McKeown promoted the idea that network switches should be programmable rather than fixed. A collaboration between TI and Stanford, led to the PISA (protocol independent switch architecture), published originally under the name RMT. The P4 language was created to specify how packets should be processed in programmable switches. P4 is an open-source language maintained by P4.org, a non-profit McKeown founded with Jennifer Rexford and Amin Vahdat. McKeown co-founded Barefoot Networks to build and sell PISA switches, to demonstrate that programmable switches can be built at the same power, performance and cost as fixed-function switches. In June 2019, Intel Corporation announced its intent to acquire Barefoot Networks to support their focus on end-to-end networking and infrastructure leadership for their data center customers. Nick joined Intel and became the SVP/GM of the Network and Edge Group (NEX) when it was formed in 2021.

== Awards and distinctions ==
In 2000, the Institute of Electrical and Electronics Engineers (IEEE) Communications Society Stephen O. Rice Prize for the best paper in communications theory went to a paper on "Achieving 100% Throughput in an Input-Queued Switch", which McKeown co-authored with Adisak Mekkittikul, Venkat Anantharam and Jean Walrand. The paper discussed dealing with the problem of head-of-line blocking using virtual output queues.
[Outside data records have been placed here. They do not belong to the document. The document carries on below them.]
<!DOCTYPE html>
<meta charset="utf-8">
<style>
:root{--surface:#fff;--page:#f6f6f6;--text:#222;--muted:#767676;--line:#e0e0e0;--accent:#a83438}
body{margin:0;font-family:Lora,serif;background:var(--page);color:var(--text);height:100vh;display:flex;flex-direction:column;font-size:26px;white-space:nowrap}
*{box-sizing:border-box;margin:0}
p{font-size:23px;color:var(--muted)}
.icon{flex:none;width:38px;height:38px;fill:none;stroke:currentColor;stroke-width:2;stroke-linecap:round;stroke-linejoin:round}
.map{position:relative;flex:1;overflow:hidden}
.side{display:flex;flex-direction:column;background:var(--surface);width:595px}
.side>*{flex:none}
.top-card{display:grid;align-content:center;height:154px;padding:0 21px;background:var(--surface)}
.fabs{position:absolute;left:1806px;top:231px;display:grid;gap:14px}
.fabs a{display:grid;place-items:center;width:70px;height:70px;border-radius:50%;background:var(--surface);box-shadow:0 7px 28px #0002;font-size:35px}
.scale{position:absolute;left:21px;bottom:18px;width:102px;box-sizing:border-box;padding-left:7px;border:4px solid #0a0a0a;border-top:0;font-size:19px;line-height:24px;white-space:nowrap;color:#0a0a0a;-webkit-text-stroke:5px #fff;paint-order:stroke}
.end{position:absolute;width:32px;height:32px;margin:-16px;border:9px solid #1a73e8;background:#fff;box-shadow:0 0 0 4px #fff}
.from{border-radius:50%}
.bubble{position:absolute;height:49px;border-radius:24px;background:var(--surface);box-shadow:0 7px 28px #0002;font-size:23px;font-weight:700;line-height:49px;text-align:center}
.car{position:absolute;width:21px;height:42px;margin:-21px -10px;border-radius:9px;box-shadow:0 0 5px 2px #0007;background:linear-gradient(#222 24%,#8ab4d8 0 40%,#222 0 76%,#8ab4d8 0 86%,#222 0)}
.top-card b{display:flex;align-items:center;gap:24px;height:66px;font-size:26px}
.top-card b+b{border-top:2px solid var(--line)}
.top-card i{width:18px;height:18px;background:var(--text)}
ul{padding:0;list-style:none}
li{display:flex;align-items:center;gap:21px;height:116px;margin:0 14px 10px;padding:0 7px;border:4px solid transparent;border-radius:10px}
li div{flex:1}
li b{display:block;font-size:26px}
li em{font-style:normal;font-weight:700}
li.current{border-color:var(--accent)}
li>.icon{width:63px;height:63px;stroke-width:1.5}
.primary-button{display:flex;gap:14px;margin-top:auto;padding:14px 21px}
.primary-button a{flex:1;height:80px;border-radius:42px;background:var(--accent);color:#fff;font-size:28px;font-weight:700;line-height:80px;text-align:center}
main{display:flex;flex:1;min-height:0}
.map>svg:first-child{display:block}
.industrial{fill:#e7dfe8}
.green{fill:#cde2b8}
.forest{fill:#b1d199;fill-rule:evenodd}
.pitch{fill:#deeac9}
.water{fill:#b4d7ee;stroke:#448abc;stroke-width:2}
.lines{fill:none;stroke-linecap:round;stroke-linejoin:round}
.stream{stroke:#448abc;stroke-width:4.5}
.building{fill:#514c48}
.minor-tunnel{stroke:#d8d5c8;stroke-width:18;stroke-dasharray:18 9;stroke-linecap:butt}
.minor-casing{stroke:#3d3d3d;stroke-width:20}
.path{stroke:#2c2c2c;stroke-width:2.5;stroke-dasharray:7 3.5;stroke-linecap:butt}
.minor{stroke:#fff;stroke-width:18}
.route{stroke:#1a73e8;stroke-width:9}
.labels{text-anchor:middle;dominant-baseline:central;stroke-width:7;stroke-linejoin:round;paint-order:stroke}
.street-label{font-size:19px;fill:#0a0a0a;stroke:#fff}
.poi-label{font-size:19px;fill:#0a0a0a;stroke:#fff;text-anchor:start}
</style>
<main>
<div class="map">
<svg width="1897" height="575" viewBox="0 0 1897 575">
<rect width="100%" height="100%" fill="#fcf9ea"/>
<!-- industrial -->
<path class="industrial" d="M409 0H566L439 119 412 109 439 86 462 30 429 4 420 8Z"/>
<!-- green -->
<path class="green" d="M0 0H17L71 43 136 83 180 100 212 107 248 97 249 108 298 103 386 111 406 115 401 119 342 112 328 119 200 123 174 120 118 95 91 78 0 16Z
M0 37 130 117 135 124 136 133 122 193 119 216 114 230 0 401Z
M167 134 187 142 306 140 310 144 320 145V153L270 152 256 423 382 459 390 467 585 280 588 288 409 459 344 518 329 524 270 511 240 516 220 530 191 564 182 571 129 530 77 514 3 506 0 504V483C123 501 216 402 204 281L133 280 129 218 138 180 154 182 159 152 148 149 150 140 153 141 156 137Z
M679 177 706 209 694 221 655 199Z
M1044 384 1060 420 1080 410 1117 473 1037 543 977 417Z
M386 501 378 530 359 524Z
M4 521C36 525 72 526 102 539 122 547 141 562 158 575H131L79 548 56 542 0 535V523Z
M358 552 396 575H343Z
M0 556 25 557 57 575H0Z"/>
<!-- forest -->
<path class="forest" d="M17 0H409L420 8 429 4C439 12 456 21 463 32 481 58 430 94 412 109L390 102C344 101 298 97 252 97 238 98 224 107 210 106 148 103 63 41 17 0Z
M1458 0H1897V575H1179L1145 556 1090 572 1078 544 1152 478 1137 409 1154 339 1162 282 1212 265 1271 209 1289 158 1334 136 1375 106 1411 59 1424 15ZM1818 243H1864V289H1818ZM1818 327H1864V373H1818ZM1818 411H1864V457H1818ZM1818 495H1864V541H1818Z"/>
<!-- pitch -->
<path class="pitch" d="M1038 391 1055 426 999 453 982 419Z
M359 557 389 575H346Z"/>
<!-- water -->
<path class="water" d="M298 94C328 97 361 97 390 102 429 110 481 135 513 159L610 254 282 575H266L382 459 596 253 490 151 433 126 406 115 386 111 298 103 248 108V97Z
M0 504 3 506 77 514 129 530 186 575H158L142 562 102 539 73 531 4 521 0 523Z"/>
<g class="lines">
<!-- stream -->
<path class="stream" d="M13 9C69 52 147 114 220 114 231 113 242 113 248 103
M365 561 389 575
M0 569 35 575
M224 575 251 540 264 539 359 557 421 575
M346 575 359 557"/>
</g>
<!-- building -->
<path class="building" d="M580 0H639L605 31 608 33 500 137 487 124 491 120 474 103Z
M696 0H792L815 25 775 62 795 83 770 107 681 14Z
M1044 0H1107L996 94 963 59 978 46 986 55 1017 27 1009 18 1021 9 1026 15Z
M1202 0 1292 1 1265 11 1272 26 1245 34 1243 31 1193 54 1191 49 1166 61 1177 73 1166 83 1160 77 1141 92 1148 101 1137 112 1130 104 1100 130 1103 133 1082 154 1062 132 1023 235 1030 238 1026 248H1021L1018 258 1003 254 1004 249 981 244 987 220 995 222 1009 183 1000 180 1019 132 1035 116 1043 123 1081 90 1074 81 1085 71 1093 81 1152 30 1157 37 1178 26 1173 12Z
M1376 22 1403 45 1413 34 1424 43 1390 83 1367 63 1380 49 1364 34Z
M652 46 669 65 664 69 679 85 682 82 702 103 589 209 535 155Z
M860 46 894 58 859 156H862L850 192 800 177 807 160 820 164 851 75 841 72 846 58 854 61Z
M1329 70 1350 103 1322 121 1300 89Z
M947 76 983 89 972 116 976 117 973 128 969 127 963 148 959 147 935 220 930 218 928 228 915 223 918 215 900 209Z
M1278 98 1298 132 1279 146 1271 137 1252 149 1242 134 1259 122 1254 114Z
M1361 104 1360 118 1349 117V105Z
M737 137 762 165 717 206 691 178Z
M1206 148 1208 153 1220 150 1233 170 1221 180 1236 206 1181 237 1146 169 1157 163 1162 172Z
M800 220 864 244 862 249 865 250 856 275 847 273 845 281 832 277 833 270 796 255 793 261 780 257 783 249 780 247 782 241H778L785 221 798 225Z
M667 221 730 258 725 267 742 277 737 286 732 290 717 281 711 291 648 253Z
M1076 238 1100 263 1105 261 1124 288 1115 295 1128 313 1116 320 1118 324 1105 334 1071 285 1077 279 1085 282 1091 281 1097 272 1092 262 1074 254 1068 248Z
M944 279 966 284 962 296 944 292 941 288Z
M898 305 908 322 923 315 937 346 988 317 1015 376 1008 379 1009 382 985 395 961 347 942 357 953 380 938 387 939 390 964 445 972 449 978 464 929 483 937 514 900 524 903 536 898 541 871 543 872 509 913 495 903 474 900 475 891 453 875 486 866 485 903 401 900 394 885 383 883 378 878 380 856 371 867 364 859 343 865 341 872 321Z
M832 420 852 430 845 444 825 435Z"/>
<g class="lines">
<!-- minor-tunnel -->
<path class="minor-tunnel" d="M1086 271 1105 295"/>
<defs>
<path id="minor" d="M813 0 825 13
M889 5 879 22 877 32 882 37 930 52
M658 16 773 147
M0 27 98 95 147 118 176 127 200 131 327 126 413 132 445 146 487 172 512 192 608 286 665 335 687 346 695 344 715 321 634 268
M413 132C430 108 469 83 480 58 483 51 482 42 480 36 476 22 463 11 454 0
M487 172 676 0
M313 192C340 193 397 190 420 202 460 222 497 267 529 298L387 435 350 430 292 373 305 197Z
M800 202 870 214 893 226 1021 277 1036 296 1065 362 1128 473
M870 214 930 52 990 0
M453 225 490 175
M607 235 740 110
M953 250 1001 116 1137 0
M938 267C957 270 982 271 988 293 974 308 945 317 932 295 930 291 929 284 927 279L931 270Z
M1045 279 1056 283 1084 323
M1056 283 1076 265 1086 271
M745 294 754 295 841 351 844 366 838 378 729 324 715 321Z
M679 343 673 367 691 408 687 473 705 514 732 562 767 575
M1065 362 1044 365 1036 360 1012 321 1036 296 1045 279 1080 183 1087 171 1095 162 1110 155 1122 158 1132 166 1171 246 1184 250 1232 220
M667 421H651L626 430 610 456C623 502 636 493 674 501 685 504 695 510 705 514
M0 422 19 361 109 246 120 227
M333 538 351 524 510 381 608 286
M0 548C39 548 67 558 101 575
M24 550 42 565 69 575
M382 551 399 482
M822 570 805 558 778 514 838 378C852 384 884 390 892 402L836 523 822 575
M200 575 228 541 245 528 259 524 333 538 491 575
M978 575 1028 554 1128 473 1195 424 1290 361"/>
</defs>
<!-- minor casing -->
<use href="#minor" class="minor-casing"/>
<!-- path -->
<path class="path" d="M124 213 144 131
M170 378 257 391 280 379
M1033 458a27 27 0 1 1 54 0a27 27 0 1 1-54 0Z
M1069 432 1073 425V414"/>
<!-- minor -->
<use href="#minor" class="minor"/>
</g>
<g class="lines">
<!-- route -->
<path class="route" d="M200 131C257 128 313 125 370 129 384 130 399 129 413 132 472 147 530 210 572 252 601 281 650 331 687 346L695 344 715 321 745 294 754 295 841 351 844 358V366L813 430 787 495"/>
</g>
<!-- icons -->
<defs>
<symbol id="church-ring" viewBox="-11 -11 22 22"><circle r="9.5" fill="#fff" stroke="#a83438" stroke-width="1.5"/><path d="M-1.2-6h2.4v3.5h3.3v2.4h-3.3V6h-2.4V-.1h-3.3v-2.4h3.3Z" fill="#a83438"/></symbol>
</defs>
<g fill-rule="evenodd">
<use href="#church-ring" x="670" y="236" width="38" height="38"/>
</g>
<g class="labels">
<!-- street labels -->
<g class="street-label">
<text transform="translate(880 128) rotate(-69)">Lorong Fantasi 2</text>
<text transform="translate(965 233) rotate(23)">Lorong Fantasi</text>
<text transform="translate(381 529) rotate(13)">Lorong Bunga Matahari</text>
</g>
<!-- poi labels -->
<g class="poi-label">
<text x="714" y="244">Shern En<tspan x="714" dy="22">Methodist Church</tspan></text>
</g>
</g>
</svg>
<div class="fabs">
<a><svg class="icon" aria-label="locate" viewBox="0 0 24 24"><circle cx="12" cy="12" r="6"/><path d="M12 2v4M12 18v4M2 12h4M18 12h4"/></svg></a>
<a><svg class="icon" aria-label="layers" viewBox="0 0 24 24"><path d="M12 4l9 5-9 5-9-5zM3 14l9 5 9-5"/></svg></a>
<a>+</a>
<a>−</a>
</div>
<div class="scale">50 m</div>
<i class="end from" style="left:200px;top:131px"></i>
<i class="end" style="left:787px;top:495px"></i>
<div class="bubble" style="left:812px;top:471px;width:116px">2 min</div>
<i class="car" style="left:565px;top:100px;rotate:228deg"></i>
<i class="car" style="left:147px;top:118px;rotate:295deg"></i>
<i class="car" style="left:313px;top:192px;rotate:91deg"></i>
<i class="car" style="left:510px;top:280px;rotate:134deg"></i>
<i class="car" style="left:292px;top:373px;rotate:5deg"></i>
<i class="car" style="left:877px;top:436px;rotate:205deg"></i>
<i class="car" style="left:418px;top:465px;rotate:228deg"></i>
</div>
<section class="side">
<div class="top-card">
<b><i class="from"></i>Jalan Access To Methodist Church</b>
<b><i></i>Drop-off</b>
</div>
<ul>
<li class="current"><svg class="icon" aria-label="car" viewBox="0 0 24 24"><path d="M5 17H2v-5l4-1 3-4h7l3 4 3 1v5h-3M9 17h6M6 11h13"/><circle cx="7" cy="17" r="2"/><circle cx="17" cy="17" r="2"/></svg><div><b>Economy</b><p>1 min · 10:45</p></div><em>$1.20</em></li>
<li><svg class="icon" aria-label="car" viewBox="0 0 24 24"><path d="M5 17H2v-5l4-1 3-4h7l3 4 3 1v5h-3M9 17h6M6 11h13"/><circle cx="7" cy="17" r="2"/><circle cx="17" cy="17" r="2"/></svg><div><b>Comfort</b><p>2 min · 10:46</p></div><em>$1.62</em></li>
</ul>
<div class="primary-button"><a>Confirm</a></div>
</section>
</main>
McKeown holds an honorary doctorate from ETH Zurich. He is a Distinguished Alumnus of Electrical Engineering at University of California, Berkeley. In 2012, McKeown received the ACM Sigcomm "Lifetime Achievement" Award "for contributions to the design, analysis, and engineering of high-performance routers, resulting in a major impact on the global Internet". McKeown is a member of the National Academy of Engineering, the American Academy of Arts and Sciences (AAAS), and the National Academy of Inventors. He is a Fellow of the Royal Academy of Engineering (UK), a Fellow of the IEEE and the Association for Computing Machinery (ACM). In 2005, he was awarded the Lovelace Medal from the British Computer Society where he gave a lecture on "Internet Routers (Past Present and Future)". The citation described him as "the world's leading expert on router design." In 2009, he received the IEEE Koji Kobayashi Computers and Communications Award. In 2015 he shared the NEC C&C Award with Martin Casado and Scott Shenker for their work on SDN. In 2021, McKeown was awarded the IEEE Alexander Graham Bell Medal for exceptional contributions to communications and networking sciences and engineering. McKeown was awarded the 2025 Marconi Prize. At Stanford he has been the STMicroelectronics Faculty Scholar, the Robert Noyce Faculty Fellow, a Fellow of the Powell Foundation and the Alfred P. Sloan Foundation, and recipient of a CAREER award from the National Science Foundation.

Vint Cerf and McKeown created two entertaining videos to introduce Cerf at conferences (Video 1 and Video 2). McKeown performed at the TED 2006 Conference in Monterey, where he took the stage to juggle while reciting Pi. McKeown was an international swimmer and competed for Great Britain in the 1985 World Student Games in Kobe, where he swam 100m breaststroke.

== Opposition to the death penalty ==
McKeown is involved in the movement to abolish the death penalty, including leadership roles in unsuccessful 2012 and 2016 California ballot initiatives to end capital punishment, which ultimately led to a moratorium put in place by Governor Gavin Newsom on March 13, 2019. In 2001, he co-funded the Death Penalty Clinic at the UC Berkeley School of Law in Berkeley, California. In 2009, he received the Abolition Award from Death Penalty Focus. He gave a TedX talk about abolition in 2016.